The question asked is what makes a community? Whether virtual or real. Is a virtual community a real community? These all bring us back to the question of what makes a community, and can we have these things in an online community as well. I believe that if we can have the same things in an online community that we can have in a real physical community, what can stop it from being a 'real' community.

To consider something a community there are a few things it needs to have. The most obvious of these being people. This is obvious and doesn't take any explanation. Now these people need interaction, and communication between each other. They need to be able to talk, express ideas, and give feedback to each other. With the interaction and communication this community will need rules. You cannot have a meeting if everyone talks at the same time without stopping then leaves the meeting. No one will be able to gather any information. This community will need to be able to set rules on things like who can talk, when they can talk, maybe even what they can talk about. One thing I feel like I skipped that should be listed near the top of this list is a meeting place, location. These people need a place to go for all this interaction and communication. These people will also need identity. Other people will need a way to identify the others while communicating and interacting together. These people will also need a common interest together. They need something to talk about that they all enjoy and are interested in.

These are the basics of a community. Can we have all of these things online in a 'virtual' community? Absolutely, people that have access to the internet can meet in a specified location on the internet, they can all have a common interest together, the users can have their own handle or identity on the internet, rules can be set and informed by moderators, and everyone can have communication and interaction over the internet with the other users. As far as I am concerned this can be an online virtual community as it is similar to a physical community.

Presentation Topic

My personal presentation to the class was of the cloud storage platform Symform. I choose to present this company to the class because I have worked with their product in the past and I believe that they have an interesting product that I have not seen anywhere else. Sure there are other online storage platforms: Dropbox, Windows Live Sky Drive, etc. However I do not know of any other storage platforms that incorporate the users of the service as contributors to the storage pool.

Symform is interesting to me in how it approaches the cloud storage idea. Yes other companies provide cloud storage but, is it true cloud storage? Dropbox, Windows Sky Drive, and Amazon Storage Cloud all provide storage that is centralized in just a few of their data centers. A security breach at that facility could compromise all of your data. Even a physical security break could cause your data to come across the wrong eyes. Also natural disasters could cause a problem. What if the datacenter floods, look at the Western Digital factory in Thailand hard drive prices have gone to what they were 6 years ago due to a flood in the area that damaged this facility.

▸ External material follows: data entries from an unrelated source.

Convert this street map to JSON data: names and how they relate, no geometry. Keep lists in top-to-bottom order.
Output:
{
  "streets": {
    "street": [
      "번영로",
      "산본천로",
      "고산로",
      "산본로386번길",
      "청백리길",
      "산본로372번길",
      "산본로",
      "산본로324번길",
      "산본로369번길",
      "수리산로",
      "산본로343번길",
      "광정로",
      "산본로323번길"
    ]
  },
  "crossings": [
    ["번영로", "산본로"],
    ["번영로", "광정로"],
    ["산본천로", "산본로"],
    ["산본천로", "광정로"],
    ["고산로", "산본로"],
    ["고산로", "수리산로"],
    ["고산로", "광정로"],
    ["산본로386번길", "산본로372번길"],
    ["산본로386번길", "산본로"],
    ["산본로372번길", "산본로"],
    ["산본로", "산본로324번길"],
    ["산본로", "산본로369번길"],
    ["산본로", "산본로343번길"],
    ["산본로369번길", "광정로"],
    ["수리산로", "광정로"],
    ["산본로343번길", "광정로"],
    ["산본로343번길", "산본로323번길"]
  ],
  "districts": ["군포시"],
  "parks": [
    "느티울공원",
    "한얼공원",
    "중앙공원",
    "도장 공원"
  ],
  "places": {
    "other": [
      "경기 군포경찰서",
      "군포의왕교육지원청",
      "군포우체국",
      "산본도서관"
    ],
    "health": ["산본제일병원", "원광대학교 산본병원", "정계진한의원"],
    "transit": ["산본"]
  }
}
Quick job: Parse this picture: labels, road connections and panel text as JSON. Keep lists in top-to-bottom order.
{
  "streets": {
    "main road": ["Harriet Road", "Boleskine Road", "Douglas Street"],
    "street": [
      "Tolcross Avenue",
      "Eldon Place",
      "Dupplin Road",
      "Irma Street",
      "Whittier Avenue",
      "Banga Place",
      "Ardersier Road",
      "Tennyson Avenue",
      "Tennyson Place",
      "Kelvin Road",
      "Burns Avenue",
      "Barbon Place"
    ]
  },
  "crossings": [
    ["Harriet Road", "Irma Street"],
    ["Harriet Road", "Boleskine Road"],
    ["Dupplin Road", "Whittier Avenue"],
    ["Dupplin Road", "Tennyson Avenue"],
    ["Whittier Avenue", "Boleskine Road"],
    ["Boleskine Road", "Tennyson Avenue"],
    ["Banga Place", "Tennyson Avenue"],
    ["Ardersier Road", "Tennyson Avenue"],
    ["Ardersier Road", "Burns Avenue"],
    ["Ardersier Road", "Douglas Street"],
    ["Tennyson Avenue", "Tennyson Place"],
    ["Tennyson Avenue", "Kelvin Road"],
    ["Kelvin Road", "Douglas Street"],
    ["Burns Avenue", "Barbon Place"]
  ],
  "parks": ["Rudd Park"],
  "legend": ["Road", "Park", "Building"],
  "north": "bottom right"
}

Symform takes the users of its service and uses part of their storage as contribution to the storage cloud. They have no data center for centralized storage. All of your data that you sync to the cloud is split into multiple pieces, encrypted, then copied to multiple contributors. With storage like this, physical and natural damage to the drive that your data is on will not cause loss of data, as your files are in many more locations in different geographic areas. To combat a security breach of the system that your data resides on the Symform cloud uses industry standard 256-bit AES encryption on all of your data bits before sending them to the cloud of contributors.

The idea of cloud storage is a fairly new thought. I have discussed a few providers of this service. However I feel that Symform has their own unique approach to providing this service that is interesting and breakthrough.